The bill also looks to spend $50 million for emergency child-care funding and $65 million for the Immigrant Relief Fund.

House Majority Leader Pat Sullivan said in a written statement that by working with Senate lawmakers and figuring out how best to use the federal aid, “we have developed a great first step that pushes dollars out the door to communities and businesses in need,” Sullivan said.

The new legislation crafted between state House and Senate Democrats is one a series of bills being fast-tracked in the Legislature to provide different types of relief.

A measure that would exempt businesses from paying taxes on COVID-19 aid they received by the government, such as the Paycheck Protection Program or grant money distributed by Gov. Jay Inslee, was unanimously passed by the House Friday.

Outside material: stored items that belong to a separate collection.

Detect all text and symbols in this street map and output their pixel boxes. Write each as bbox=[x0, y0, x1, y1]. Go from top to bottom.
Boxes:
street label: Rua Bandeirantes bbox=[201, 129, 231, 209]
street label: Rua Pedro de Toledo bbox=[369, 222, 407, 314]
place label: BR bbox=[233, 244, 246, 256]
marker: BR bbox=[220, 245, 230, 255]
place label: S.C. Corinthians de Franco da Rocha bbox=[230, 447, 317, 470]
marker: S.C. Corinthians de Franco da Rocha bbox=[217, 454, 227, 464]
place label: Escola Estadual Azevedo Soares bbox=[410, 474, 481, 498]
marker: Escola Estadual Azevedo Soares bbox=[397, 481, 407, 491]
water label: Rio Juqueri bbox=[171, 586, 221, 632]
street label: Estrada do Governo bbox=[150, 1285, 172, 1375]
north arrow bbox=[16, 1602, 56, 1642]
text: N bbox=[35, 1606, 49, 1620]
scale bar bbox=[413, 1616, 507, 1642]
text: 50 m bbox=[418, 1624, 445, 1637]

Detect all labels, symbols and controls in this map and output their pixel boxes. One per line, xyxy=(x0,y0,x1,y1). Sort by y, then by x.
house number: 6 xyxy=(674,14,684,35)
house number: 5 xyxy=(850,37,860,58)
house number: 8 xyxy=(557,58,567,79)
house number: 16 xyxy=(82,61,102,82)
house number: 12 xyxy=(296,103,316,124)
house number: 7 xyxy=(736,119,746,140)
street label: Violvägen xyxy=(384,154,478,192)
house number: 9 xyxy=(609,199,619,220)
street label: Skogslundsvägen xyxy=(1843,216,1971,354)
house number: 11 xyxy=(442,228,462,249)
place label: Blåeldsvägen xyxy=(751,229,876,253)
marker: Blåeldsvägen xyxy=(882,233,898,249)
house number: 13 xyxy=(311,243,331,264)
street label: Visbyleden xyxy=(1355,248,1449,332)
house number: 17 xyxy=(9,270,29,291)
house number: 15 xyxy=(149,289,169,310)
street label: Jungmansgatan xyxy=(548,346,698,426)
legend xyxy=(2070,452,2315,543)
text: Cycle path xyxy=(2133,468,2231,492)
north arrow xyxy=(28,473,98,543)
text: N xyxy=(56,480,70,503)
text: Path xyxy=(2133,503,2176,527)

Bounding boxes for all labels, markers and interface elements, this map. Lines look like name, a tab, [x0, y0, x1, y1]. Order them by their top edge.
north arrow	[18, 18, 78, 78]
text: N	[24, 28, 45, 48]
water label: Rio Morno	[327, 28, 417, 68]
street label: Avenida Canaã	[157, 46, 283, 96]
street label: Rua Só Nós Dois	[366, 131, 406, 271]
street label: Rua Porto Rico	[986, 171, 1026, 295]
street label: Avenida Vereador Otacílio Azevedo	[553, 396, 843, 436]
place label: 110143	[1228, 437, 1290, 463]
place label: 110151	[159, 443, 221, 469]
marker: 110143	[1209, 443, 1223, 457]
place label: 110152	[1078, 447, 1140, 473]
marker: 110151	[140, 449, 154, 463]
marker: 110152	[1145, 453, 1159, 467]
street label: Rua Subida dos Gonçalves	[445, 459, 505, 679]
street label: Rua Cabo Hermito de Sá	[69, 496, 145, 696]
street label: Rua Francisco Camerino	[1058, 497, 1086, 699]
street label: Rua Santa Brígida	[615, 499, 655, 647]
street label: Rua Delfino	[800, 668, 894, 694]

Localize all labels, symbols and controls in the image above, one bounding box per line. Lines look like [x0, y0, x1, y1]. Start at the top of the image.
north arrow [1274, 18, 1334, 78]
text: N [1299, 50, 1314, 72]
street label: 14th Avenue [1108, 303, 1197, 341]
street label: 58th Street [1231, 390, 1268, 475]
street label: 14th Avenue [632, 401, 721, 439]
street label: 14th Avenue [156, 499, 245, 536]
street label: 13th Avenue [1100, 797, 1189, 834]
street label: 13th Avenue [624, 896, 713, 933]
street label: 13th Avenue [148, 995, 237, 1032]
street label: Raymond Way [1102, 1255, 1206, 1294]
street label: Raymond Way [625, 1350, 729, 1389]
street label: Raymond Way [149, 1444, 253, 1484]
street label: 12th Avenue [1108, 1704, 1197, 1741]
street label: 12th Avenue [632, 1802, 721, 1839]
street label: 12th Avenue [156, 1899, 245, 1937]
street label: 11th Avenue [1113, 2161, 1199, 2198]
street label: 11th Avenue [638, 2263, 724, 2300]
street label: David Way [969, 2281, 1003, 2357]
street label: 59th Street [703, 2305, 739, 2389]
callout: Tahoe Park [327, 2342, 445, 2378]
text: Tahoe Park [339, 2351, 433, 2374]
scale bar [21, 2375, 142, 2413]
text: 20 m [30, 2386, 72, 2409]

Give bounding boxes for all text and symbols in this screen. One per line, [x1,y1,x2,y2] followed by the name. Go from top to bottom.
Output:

Earlier this week, Republican Rep. Drew Stokesbary released his own version of a pandemic relief bill that would dwarf the Democratic proposal by spending about the same amount of federal funds along with $2.1 billion from the state’s budget reserves.

The measure would spend $1.5 billion on various relief items, like rental assistance and the “Working Families Tax Rebate” — a tax refund approved in 2008 by the Legislature but never actually funded. It would also spend another $1.5 billion on students and schools, and $834 million on relief for small businesses.

“I think that has been a tough time for a lot of people,” he said.